> What the task asks: The line holding "filter:drop-shadow(1px 0 #b5b8bc)" is the last one to output; start at the first line of the data, keep every line in between exactly, and leave out pictures.

-- Opening Marker --

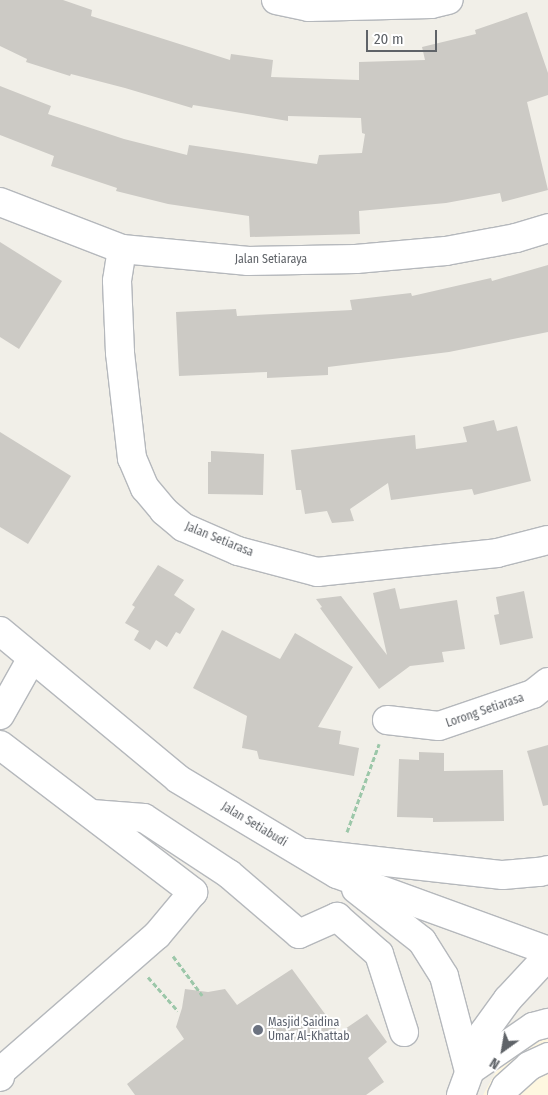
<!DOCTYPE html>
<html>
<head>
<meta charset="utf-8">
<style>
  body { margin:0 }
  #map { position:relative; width:548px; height:1095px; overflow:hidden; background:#f1efe8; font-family:"Fira Sans Condensed",sans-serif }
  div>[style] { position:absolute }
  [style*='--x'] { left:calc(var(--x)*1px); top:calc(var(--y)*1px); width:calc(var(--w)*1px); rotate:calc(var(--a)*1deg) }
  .commercial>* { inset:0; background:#fef7e0 }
  .building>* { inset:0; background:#cccac5 }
  .path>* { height:3px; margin-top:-1.5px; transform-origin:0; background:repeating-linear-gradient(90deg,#9cc7a9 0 5px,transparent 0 7.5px) }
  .roads { filter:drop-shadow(1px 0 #b5b8bc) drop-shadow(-1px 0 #b5b8bc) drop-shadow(0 1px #b5b8bc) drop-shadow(0 -1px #b5b8bc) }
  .minor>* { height:28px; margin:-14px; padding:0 14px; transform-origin:14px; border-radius:14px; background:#fff }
  .dots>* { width:14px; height:14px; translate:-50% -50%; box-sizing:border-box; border:2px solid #fff; border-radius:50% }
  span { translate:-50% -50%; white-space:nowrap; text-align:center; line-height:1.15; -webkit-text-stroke:4px #fff; paint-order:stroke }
  .street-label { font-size:12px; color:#5f6368 }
  .worship-label { font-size:12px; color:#5b616d }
  .left { translate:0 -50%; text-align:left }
  .north { position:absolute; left:478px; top:1025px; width:50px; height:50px; -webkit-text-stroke:4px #fff; paint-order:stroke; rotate:212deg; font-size:14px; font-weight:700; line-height:20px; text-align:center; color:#5f6368 }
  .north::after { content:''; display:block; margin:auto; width:18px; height:22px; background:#5f6368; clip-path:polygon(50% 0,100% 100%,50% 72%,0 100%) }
  .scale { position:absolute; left:366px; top:30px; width:71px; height:22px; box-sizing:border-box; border:2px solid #5f6368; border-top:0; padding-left:6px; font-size:15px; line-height:18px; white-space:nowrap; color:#5f6368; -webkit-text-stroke:4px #fff; paint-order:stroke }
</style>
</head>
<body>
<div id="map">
  <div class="commercial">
    <div style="clip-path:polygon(545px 1038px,548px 1038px,548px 1095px,483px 1095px,497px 1070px)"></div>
  </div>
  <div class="building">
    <div style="clip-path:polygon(0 0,63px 0,92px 10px,91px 16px,230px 60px,231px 54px,273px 60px,271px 77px,359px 80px,359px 62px,425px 60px,422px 47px,476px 34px,475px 30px,527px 12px,548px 73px,548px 95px,527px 102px,548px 190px,502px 202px,500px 193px,446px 203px,359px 211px,360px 234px,250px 237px,249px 216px,168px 204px,116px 191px,117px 188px,51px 166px,54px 156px,0 135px,0 86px,51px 106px,48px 114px,124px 139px,187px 155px,189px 145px,317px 164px,319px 155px,362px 153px,365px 134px,362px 133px,361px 118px,288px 116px,288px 121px,193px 105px,192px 108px,125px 88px,71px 74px,70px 76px,26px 62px,27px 59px,0 46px)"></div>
    <div style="clip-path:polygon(0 242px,62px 281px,19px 349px,0 337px)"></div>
    <div style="clip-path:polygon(548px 265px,548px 332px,449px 352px,328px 367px,328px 375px,267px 378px,267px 372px,179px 376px,176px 312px,236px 309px,237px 316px,352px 310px,350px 300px,411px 293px,412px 296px,491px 278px,492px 281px)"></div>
    <div style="clip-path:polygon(494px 420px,497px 431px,517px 426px,531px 481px,474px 495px,472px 489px,391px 500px,388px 483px,350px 509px,354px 521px,332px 523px,327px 511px,305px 514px,301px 490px,296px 490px,291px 450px,415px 435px,416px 449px,467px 442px,463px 427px)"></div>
    <div style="clip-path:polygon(0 432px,71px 476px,28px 544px,0 527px)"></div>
    <div style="clip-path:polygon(211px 451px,264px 454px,263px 495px,208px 494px,208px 462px,211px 462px)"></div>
    <div style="clip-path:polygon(158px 565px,184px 580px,174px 595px,195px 609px,180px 634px,176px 632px,167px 647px,156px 640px,150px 650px,134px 640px,139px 631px,125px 623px,135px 607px,132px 605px)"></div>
    <div style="clip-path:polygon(395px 588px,400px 609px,457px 600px,465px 649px,442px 652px,444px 662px,410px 666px,379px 689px,320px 608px,322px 607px,316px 599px,341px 596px,387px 655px,373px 593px)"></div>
    <div style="clip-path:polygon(524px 591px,533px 638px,500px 645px,494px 615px,499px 614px,496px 597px)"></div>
    <div style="clip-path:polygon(222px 630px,280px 659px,295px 633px,353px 667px,318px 727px,341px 731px,339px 744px,359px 748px,354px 776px,259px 759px,257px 751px,242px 748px,247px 716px,193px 688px)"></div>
    <div style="clip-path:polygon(548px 745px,548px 805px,543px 806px,527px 751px)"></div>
    <div style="clip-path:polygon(419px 752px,444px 753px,444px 771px,503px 770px,504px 821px,433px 822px,433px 818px,397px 817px,399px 759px,419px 760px)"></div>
    <div style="clip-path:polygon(292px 969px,339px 1033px,367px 1014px,387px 1042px,368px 1058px,384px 1082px,366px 1095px,135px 1095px,127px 1084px,184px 1039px,176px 1027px,182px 1008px,185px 989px,208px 992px,225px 989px,237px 1005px)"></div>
  </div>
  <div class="path">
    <div style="--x:347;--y:832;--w:94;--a:-70"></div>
    <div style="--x:173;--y:956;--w:49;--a:53.4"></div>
    <div style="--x:148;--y:977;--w:45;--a:48.6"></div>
  </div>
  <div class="roads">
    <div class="minor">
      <div style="--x:276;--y:0;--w:34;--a:12"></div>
      <div style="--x:309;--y:7;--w:122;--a:-1.4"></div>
      <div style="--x:431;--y:4;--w:18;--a:-13"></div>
      <div style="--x:0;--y:202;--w:131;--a:21.1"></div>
      <div style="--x:122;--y:249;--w:127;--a:5.4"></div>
      <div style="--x:248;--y:261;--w:108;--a:-1.1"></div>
      <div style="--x:356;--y:259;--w:90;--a:-5.1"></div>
      <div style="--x:446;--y:251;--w:71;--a:-10.5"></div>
      <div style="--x:516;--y:238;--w:34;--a:-17"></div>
      <div style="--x:122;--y:249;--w:32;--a:99"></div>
      <div style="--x:117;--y:281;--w:72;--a:87.6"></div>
      <div style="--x:120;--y:353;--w:106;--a:83.5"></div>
      <div style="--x:132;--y:458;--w:33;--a:67"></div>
      <div style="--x:145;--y:488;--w:30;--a:50"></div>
      <div style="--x:164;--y:511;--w:25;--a:40"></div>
      <div style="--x:183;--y:527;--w:60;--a:23.6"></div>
      <div style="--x:238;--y:551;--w:82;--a:14.9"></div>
      <div style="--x:317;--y:572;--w:181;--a:-6"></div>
      <div style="--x:497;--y:553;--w:53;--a:-14.3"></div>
      <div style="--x:0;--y:631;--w:231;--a:39.7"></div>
      <div style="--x:178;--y:779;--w:185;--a:30.9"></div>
      <div style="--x:337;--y:874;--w:225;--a:20"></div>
      <div style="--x:0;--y:715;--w:65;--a:-60.7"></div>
      <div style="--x:387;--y:720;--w:52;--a:6.6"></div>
      <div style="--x:439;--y:726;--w:99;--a:-18.8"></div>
      <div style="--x:533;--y:694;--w:19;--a:-39"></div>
      <div style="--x:0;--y:745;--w:243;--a:37.3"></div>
      <div style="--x:193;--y:892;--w:56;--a:129.9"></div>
      <div style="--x:157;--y:935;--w:207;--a:138.9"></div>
      <div style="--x:1;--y:1071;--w:6;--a:99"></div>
      <div style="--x:92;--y:814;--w:52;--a:4.4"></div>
      <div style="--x:144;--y:818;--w:102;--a:33.4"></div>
      <div style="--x:229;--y:874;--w:92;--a:40.6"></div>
      <div style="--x:299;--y:934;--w:42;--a:-24.1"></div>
      <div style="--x:337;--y:917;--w:56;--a:41.4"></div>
      <div style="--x:379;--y:954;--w:82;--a:72.2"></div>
      <div style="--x:306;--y:853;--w:198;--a:6.4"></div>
      <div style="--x:503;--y:875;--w:37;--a:-5"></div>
      <div style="--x:540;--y:872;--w:8;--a:-14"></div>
      <div style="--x:356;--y:889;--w:84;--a:38.2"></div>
      <div style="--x:422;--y:941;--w:41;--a:57.8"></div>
      <div style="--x:444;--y:976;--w:98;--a:75.3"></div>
      <div style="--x:469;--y:1071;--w:78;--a:-34.5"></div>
      <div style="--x:533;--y:1027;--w:16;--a:-15"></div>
      <div style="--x:461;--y:1095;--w:67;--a:-69.9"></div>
      <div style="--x:484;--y:1032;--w:41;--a:-54"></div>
      <div style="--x:508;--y:999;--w:59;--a:-47.1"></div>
      <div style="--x:502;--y:1095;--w:9;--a:-63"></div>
      <div style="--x:506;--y:1087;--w:31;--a:-42"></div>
      <div style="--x:529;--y:1066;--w:21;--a:-25"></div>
    </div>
  </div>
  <div class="dots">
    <div style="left:258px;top:1030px;background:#6b7280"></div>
  </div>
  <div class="street-label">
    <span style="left:271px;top:260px">Jalan Setiaraya</span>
    <span style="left:219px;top:540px;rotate:22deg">Jalan Setiarasa</span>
    <span style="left:485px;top:711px;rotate:-19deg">Lorong Setiarasa</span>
    <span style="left:254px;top:825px;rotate:31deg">Jalan Setiabudi</span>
  </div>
  <div class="worship-label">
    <span class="left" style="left:268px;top:1030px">Masjid Saidina<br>Umar Al-Khattab</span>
  </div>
  <div class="north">N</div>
  <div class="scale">20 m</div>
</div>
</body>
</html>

-- Closing Marker --

> Response to this exercise:
<!DOCTYPE html>
<html>
<head>
<meta charset="utf-8">
<style>
  body { margin:0 }
  #map { position:relative; width:548px; height:1095px; overflow:hidden; background:#f1efe8; font-family:"Fira Sans Condensed",sans-serif }
  div>[style] { position:absolute }
  [style*='--x'] { left:calc(var(--x)*1px); top:calc(var(--y)*1px); width:calc(var(--w)*1px); rotate:calc(var(--a)*1deg) }
  .commercial>* { inset:0; background:#fef7e0 }
  .building>* { inset:0; background:#cccac5 }
  .path>* { height:3px; margin-top:-1.5px; transform-origin:0; background:repeating-linear-gradient(90deg,#9cc7a9 0 5px,transparent 0 7.5px) }
  .roads { filter:drop-shadow(1px 0 #b5b8bc) drop-shadow(-1px 0 #b5b8bc) drop-shadow(0 1px #b5b8bc) drop-shadow(0 -1px #b5b8bc) }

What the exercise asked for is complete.